SXSW Music Review: Max Richter
SX one-off to rival the Flaming Lips’ garage boombox sync
By Dan Gentile,
1:45PM, Tue. Mar. 13, 2018
At 12:25am Tuesday morning, Max Richter had only been on the stage at Bass Concert Hall for 15 minutes and someone was already snoring. During a typical concert this would be a horrible insult. For Sleep, it proved a high compliment.
Best known for lush film and TV scores (The Leftovers), Richter’s latest project is an eight-hour composition designed to be played overnight by seven musicians. Last night’s SXSW performance was the North American premiere. The piece debuted in 2015 and had been played 11 times previously.
The Austin audience lay onstage in 150 twin-size Beautyrest beds, which were donated to charity afterwards. More witnesses sat in 200 overflow seats out front. Non-badge holders had to leave at 2am, but were allowed back at dawn to experience the end of the piece.
Although nobody likes a snorer, there’s no wrong way to experience Sleep. The only instructions were a polite request not to make much noise and the crowd acted respectfully. A full moon projected on the wall gave just enough light to find your way to the bathroom (or scribble a concert review), but as soon as the music started, the rest of the beds seemed to disappear to create a concert for one.
It feels like a cop-out, but my best description for the music is dreamlike. The tempo rocked like a boat as Richter played piano with lazy precision, sidestepping the downbeat by milliseconds and never settling into a strict groove. Strings, a woman’s voice, and sub bass rounded out the ensemble.
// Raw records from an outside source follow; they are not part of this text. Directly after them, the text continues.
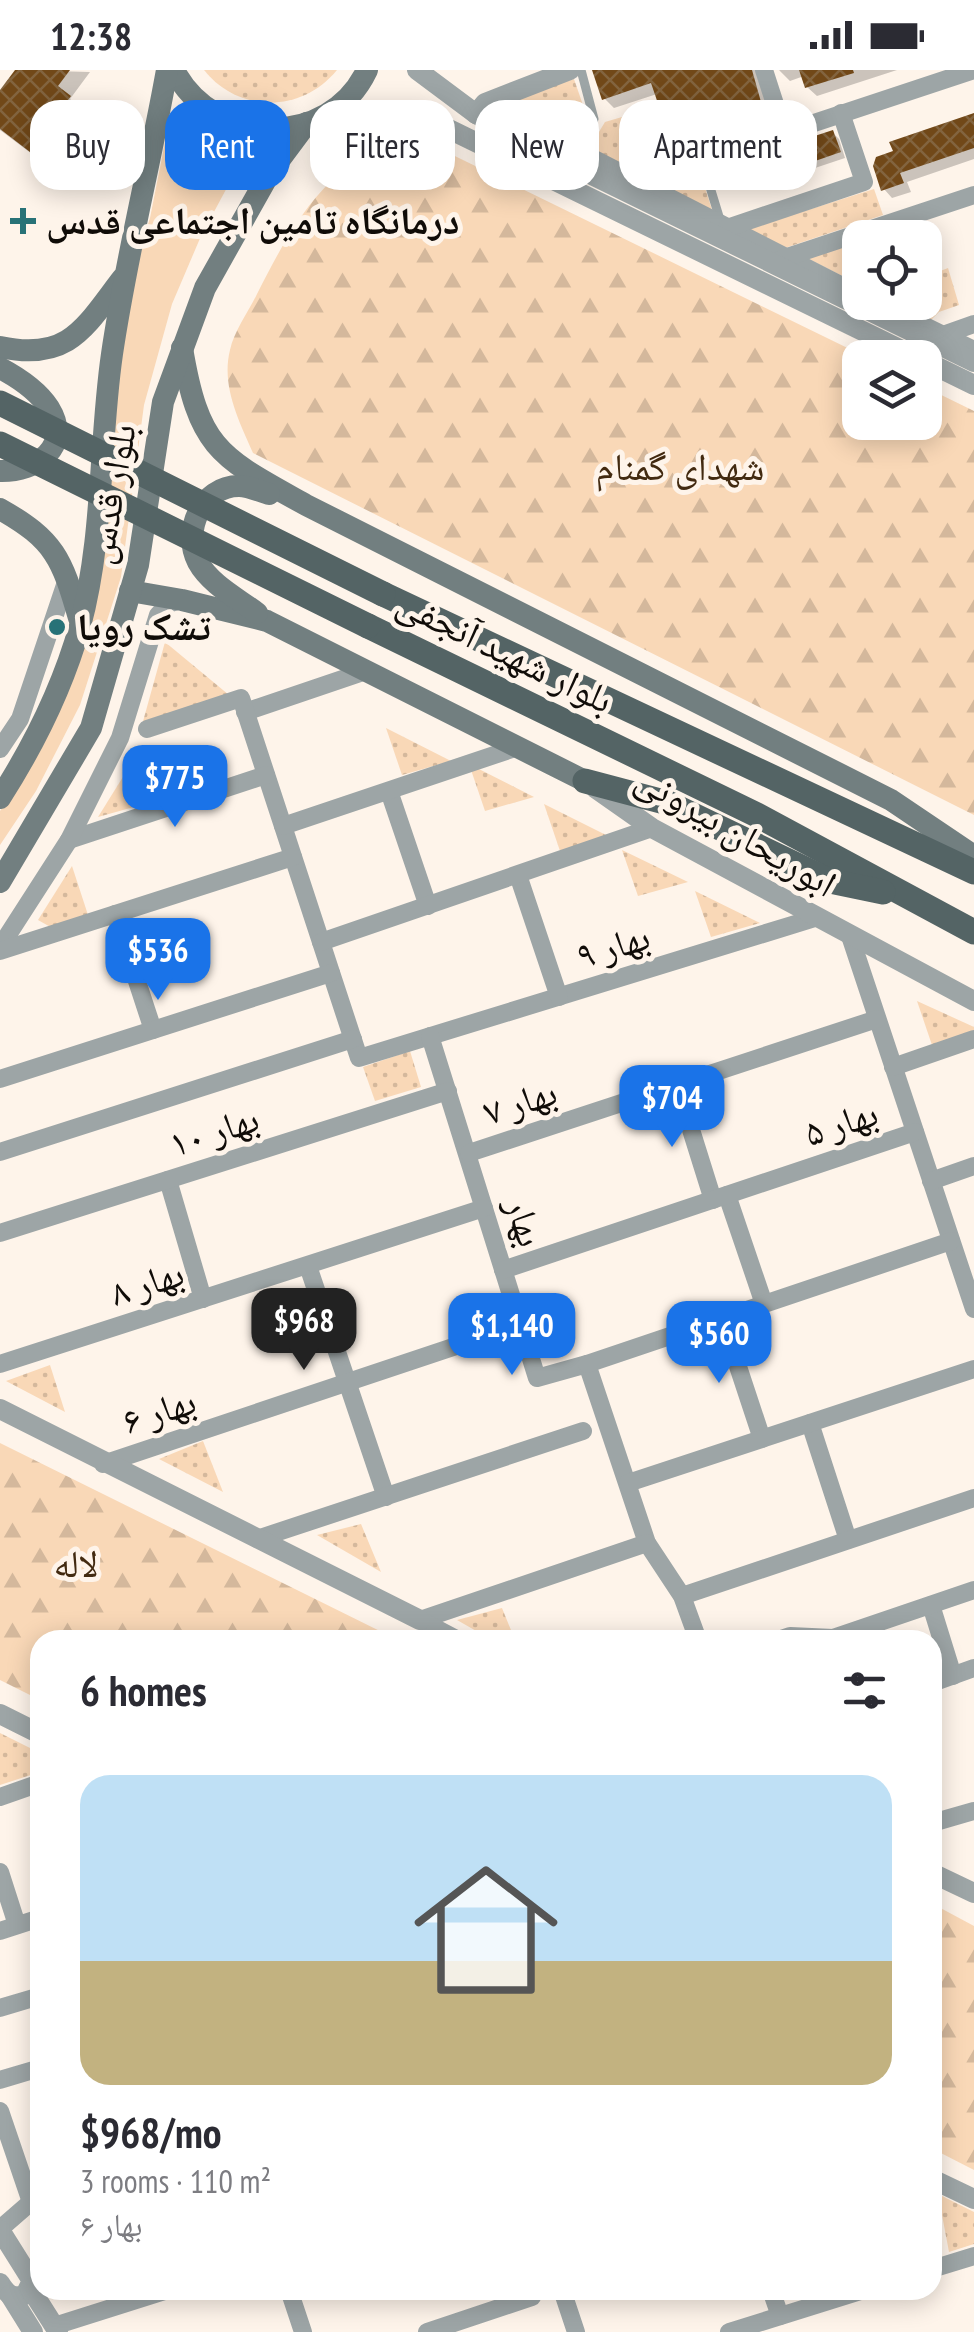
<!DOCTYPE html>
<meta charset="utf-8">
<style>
:root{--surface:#fff;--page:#f7f7f7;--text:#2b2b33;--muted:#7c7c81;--accent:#1a73e8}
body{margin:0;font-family:"PT Sans Narrow","Noto Naskh Arabic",sans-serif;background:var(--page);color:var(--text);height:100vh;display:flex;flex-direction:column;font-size:38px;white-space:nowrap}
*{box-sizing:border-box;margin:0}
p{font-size:32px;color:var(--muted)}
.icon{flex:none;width:55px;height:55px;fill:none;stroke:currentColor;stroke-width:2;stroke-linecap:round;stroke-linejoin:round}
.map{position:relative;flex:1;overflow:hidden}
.drawer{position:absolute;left:30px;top:1560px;width:912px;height:670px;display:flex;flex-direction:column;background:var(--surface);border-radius:30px;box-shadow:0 5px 25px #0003}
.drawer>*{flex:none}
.banner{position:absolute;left:30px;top:30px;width:915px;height:90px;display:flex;gap:20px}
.fabs{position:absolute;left:842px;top:150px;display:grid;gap:20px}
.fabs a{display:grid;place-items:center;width:100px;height:100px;border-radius:20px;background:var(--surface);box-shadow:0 5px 25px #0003;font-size:50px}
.price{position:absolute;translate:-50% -85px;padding:0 22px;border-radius:20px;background:var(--accent);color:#fff;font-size:32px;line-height:65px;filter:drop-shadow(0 2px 5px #0008)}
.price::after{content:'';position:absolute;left:50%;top:60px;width:30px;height:22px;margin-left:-15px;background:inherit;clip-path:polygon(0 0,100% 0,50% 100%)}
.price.active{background:#222;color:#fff}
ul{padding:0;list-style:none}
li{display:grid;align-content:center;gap:20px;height:530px;padding:0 50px}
li span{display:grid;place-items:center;height:310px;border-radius:30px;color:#555}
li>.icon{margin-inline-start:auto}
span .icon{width:180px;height:180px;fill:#fffc;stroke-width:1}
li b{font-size:42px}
h2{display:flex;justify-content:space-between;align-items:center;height:120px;padding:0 50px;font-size:42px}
.tag{padding:0 35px;border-radius:30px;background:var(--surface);box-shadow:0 5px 25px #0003;font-size:35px;line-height:90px}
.tag.active{background:var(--accent);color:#fff}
.status{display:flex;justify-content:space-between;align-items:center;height:70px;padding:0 50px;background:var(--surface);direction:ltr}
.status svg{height:28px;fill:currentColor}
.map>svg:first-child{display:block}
.green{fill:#f9d8b7}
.forest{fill:url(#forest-firs)}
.park{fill:url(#park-dots)}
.shadow{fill:#0003}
.building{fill:url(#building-cross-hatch)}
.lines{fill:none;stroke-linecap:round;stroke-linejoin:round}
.service{stroke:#9da5a6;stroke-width:9}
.minor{stroke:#9da5a6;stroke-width:18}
.tertiary{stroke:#9da5a6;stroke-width:20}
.secondary{stroke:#727f80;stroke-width:22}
.primary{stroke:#546465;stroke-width:25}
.primary-bridge{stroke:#546465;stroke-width:25}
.poi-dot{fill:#287277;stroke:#fef4ea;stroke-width:4}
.labels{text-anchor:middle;stroke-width:10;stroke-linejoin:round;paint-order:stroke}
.poi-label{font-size:38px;font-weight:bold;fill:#100c08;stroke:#fef4ea;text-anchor:start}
.park-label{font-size:38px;fill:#422a10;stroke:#fef4ea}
.street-label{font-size:38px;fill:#100c08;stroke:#fef4ea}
</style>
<div class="status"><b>12:38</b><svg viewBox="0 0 49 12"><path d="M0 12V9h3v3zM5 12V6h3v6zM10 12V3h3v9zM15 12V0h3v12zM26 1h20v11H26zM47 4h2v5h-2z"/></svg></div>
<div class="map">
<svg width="974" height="2262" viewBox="0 0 974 2262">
<defs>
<pattern id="forest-firs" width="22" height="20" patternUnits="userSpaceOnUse" patternTransform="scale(2.5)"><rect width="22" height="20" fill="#f9d8b7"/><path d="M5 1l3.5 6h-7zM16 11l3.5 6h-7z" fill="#d4b89c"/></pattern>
<pattern id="park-dots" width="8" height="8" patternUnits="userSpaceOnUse" patternTransform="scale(2.5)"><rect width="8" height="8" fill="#f9d8b7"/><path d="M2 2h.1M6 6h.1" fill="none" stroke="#d4b89c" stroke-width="1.8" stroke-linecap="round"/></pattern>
<pattern id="building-cross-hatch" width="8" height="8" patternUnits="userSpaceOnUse" patternTransform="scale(2.5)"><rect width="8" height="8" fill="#714818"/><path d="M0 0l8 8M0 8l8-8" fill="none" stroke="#82643f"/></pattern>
</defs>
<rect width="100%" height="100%" fill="#fef4ea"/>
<path class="green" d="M171,42C194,66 219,78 253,78L237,99L201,166L172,234L144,335L121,507L80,635L36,721L0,775V741L31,696L72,610L134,199L150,148Z"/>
<g class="forest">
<path d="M414,66L866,287L860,288V352H925V317L974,341V745L253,383C239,351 221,316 230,280C234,261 249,241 257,224C294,151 330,86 414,66Z"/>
<path d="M0,1373L398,1570H40V1630L0,1610Z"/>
<path d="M933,1834L974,1856V2100L933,2079Z"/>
</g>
<g class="park">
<path d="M204,0H337C302,43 239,44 204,0Z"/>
<path d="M574,9L586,44L577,60L565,61L518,39L516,33L530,22Z"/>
<path d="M656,37L668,75L630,98L588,80L605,52Z"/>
<path d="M698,96L713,143L657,115V110Z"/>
<path d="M874,119L883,145L782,179L749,161L751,158Z"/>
<path d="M912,148L918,167L860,168V215L801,185Z"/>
<path d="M925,189L930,205L948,198L959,235L939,242L931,250L896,233L925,232Z"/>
<path d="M165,572L229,625L142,655Z"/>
<path d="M386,658L451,691L402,705Z"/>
<path d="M141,678L159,730L98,747Z"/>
<path d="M469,694L534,727L485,741Z"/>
<path d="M544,734L608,766L560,781Z"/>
<path d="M622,780L688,812L638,826Z"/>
<path d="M72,796L89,848L54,859L38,850Z"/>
<path d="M695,821L760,853L711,867Z"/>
<path d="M917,931L974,957V963L933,978Z"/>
<path d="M410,981L421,1017L375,1031L363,997Z"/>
<path d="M50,1295L65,1342L6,1311Z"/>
<path d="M203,1371L223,1422L159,1389Z"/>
<path d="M361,1454L381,1502L317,1465Z"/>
<path d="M502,1538L515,1570H492L457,1550Z"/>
<path d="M0,1663L40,1683V1702L0,1715Z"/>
<path d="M938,2124L974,2142V2174L949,2182Z"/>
</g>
<g class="shadow">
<path d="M18,0L90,2L70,29L82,41L44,93L0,60V25Z"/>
<path d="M603,0H767L769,41L679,71L670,61L657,24L614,38L604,28Z"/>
<path d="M779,0H897L817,26L807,17L804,6L790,11Z"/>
<path d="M974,46V89L907,112L911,122L892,128L884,119L875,96Z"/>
<path d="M833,63L839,69L845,88L803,102L797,96Z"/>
</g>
<g class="building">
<path d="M15,0H70L58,16L71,26L30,82L0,59V20Z"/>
<path d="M592,0H752L761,32L668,63L651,13L602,30Z"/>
<path d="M799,0H853L854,3L805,18Z"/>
<path d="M974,43V78L900,103L904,113L881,121L873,96L876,87L893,81L889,72Z"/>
<path d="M833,60L841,82L795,98L787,75Z"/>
</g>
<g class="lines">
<g class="service">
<path d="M578,80L594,49L581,0"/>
<path d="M702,91L721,153"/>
</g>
<g class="minor">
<path d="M764,0L784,62"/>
<path d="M485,33L860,225"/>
<path d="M633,113L974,0"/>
<path d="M727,158L864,112L841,43"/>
<path d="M781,189L974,125"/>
<path d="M876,232L974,280"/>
<path d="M943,265L974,254"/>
<path d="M245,642L366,601"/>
<path d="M147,659L241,628L359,988L815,848"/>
<path d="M0,679L20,649L67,509"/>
<path d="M389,721L428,836"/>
<path d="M283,756L518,677"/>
<path d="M69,770L266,705"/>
<path d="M518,805L559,927"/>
<path d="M115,844L153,960"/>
<path d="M850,866L974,1239"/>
<path d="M321,872L652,758"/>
<path d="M0,877L69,770L120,668L158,545L168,534L181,530"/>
<path d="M0,881L293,787"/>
<path d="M430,966L537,1308L587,1294L647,1473L682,1526L698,1570"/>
<path d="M893,997L974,969"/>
<path d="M0,1009L331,903"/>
<path d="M677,1015L713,1130"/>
<path d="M0,1082L353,969"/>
<path d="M469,1083L877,949"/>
<path d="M168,1110L203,1229"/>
<path d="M931,1111L974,1096"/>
<path d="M727,1125L764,1234"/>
<path d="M0,1163L448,1021"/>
<path d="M308,1196L386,1427"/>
<path d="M503,1200L915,1062"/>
<path d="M722,1248L762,1369"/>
<path d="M0,1294L484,1138"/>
<path d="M587,1294L951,1171"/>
<path d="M810,1353L848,1470"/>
<path d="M103,1394L519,1255"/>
<path d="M628,1413L974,1299"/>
<path d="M257,1469L583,1361"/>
<path d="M682,1526L974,1428"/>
<path d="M931,1535L953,1606"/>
<path d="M420,1550L647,1473"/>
<path d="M420,1550L458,1570"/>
<path d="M778,1570L790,1566L833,1568L974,1520"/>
<path d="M932,1613L974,1598"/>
<path d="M0,1727L40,1713"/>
<path d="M932,1753L974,1741"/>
<path d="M0,1802L17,1855"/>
<path d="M0,1861L40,1848"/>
<path d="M0,1938L40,1926"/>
<path d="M0,2010L40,1998"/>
<path d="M0,2041L31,2132"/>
<path d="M0,2159L31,2132L39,2129"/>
<path d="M932,2199L974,2186"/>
<path d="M289,2220L303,2262"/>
<path d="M562,2220L576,2262"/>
<path d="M771,2220L780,2246"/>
<path d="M54,2256L168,2220"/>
<path d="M427,2262L532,2227"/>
<path d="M729,2262L864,2220"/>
</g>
<g class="tertiary">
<path d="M417,0L476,44L551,85L974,292"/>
<path d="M476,44L485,33L570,0"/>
<path d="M325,46L370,40L414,42L918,288"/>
<path d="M925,291L974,315"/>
<path d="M595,718L652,758L974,931"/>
<path d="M0,1339L420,1550"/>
<path d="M0,1644L40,1664"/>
<path d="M932,1803L974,1823"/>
<path d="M932,2109L974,2129"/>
<path d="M0,2160L32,2211L25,2225C12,2229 7,2224 0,2213"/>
<path d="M30,2218L58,2262"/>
<path d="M10,2225L33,2262"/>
</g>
<g class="secondary">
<path d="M174,0C213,76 329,80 367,0"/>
<path d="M0,277C69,292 85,257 122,209"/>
<path d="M182,278C199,380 220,387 306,435L891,730L974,786"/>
<path d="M0,298C17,307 38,321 49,338C73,377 36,402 0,401"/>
<path d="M0,439C55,470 62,489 79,548"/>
<path d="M130,521L182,530L267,551L585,711"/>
<path d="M257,543C237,528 210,514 198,492C182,462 201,416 239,416C248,416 259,421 269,424"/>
<path d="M0,728C34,675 63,616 80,556C104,468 99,373 112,284C126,188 150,95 167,0"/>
<path d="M0,812L91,658L138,495L163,332L205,218L269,104L307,53"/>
</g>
<g class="primary">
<path d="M383,524L974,802"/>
<path d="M368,556L757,745L974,862"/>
<path d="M585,711L668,733L830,811L883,822"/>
</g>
<g class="primary-bridge">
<path d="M0,333L383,524"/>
<path d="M0,374L368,556"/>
</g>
</g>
<g class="poi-dot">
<path d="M18 136h10v10h10v10h-10v10h-10v-10h-10v-10h10z"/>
<circle cx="57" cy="557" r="10"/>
</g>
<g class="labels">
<g class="poi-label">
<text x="46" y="164">درمانگاه تامین اجتماعی قدس</text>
<text x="77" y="570">تشک رویا</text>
</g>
<g class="park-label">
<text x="680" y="410">شهدای گمنام</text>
<text x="76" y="1507">لاله</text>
</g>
<g class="street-label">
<text transform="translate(111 424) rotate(-80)" y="13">بلوار قدس</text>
<text transform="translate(505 581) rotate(26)" y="13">بلوار شهید آنجفی</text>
<text transform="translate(736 761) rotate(30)" y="13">ابوریحان بیرونی</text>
<text transform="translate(613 876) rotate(-17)" y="13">بهار ۹</text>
<text transform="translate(520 1032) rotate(-18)" y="13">بهار ۷</text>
<text transform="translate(841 1053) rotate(-18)" y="13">بهار ۵</text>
<text transform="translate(214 1061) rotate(-18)" y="13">بهار ۱۰</text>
<text transform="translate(525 1152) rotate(73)" y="13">بهار</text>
<text transform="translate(147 1213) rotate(-18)" y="13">بهار ۸</text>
<text transform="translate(159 1341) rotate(-18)" y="13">بهار ۶</text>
</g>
</g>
</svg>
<div class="fabs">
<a><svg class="icon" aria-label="locate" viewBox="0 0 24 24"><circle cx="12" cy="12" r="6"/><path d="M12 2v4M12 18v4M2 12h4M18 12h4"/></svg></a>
<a><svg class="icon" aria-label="layers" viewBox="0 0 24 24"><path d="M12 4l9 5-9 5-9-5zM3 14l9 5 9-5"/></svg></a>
</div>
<b class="price" style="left:175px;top:760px">$775</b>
<b class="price" style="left:158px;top:933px">$536</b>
<b class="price" style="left:672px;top:1080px">$704</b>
<b class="price active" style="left:304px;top:1303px">$968</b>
<b class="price" style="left:512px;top:1308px">$1,140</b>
<b class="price" style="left:719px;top:1316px">$560</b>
<div class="banner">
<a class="tag">Buy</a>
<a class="tag active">Rent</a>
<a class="tag">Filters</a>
<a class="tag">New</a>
<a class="tag">Apartment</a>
</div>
<section class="drawer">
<h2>6 homes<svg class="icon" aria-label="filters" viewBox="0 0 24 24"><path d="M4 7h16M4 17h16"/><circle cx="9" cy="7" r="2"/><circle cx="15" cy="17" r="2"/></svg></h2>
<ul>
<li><span style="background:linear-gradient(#bfe0f5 60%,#c2b280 0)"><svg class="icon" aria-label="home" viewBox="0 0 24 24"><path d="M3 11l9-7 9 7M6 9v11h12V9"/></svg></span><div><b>$968/mo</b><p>3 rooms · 110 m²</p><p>بهار ۶</p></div></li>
</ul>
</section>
</div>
At times, the music was a pool of ambient textures with long bass notes cresting like waves above water. Violins sliced through the still auditorium, offering the most pronounced melodies. A solo vocal section ballooned with enough reverb to make you feel like you were laying in the middle of a choir.
The music sounded somber, but never sad.
Personally, I have no idea how much I slept. My only plan was to keep my cell phone off. I drifted in and out of sleep, but mostly I was somewhere in between.
I’d feel my breathing link up with the bass, while my mind chased the piano. Thoughts raced, then stumbled, then dissolved. I tossed and turned, but never felt restless.
At moments, the music fought for my attention, but never demanded it.
Like most busy people, it’s rare that I allow myself a full ration of rest. The concept of eight hours in bed without a screen felt like a luxury – especially during SXSW. It turned out to be just what I needed.
Of course without an excuse like this, it’s not something I would have ever allowed myself. The performance filled me with many emotions, but the most surprising was that of being forgiven for indulging in what’s perhaps the most critical of all human activities.
Around 8:30am, the wake-up lights rimming the stage brightened and the piano shifted to bass notes, a subtle but unmistakable alarm. For the first time in hours, the crowd stood up and filled the auditorium with a refreshing sound: applause.